Last updated: March 31, 2026

TLDR

The office made social contact mandatory by making attendance mandatory. Remote work makes everything optional. Social time that competes with work on an on-demand basis will lose most of the time. The solution isn't forcing yourself to be more social. It's treating recurring social commitments as standing calendar blocks, not flexible fill-ins.

DEFINITION

Default to Social
A behavioral pattern where social activities are treated as default commitments that require a specific reason to cancel, rather than optional activities that require motivation to initiate. The opposite of 'I'll go if I feel like it.' Remote workers who successfully maintain social lives tend to use this default — the social commitment is on the calendar and skipping requires a decision, not going requires a decision.

DEFINITION

Social Debt
The accumulated deficit in social contact when you consistently deprioritize social time. Like financial debt, social debt tends to compound — the more isolated you become, the more effortful social interaction feels, and the easier it becomes to continue avoiding it. Small regular deposits are more effective than occasional large ones.

DEFINITION

Calendar Blocking
Treating social commitments as non-negotiable time blocks in your calendar, the same way a meeting or a doctor's appointment would be. For remote workers, calendar blocking is the primary mechanism for ensuring social time doesn't get crowded out by work.

Remote workers are, as a category, pretty good at managing their own time. That’s part of why remote work tends to suit them. They don’t need external accountability structures to get their work done. They can manage their own calendar, set their own hours, and make decisions about their time.

This skill set, which works beautifully for work, creates a specific problem for social life.

The Optional Default Problem

In an office, social contact happens because the office is mandatory. You go. You interact with people. You build familiarity over time, even with people you’d never choose to hang out with voluntarily. The social contact is a byproduct of an obligation.

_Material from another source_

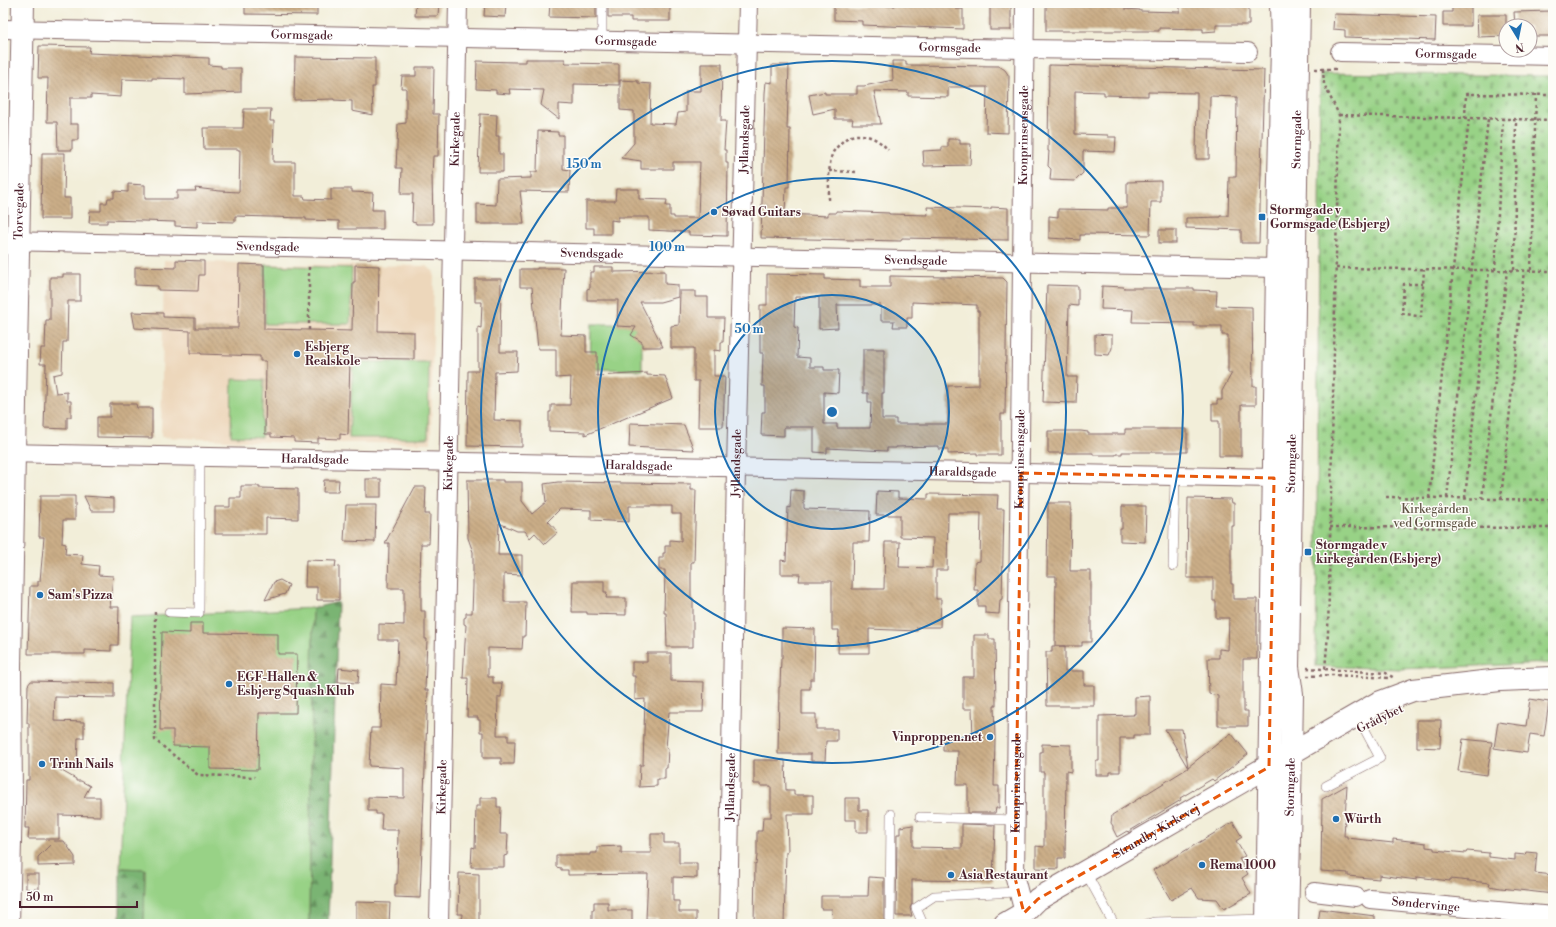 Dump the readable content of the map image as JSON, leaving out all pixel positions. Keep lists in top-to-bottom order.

Remote work eliminates the obligation, and with it, the byproduct.

Now every piece of social contact requires a decision. “Am I going to do something social tonight?” “Should I actually go to that thing I said I’d go to?” “Is it worth leaving the house when I’m tired?” When that decision is made in real-time, at the end of a workday, from the comfort of your home, the default answer is almost always no.

This isn’t a character flaw. It’s the natural result of asking people to make discretionary decisions when they’re tired and the path of least resistance is staying in.

Why “When I Have Time” Never Works

“I’ll plan more social time when things calm down at work” is a common remote worker rationalization that deserves direct examination. Work doesn’t calm down. There is no period of unusual work quietness that produces spare social time. Remote work expands to fill available time, and if social time isn’t scheduled in advance, it doesn’t happen.

Remote workers who successfully maintain active social lives almost universally have recurring social commitments that don’t require re-deciding each week. The Tuesday night volleyball league. The Thursday improv class. The cohort group meetup on alternating Saturdays. These are in the calendar the way a doctor’s appointment is in the calendar — they’re defaults, not decisions.

How to Build the Structure

The practical mechanism is calendar blocking: treating recurring social commitments as protected time blocks rather than flexible fill-ins.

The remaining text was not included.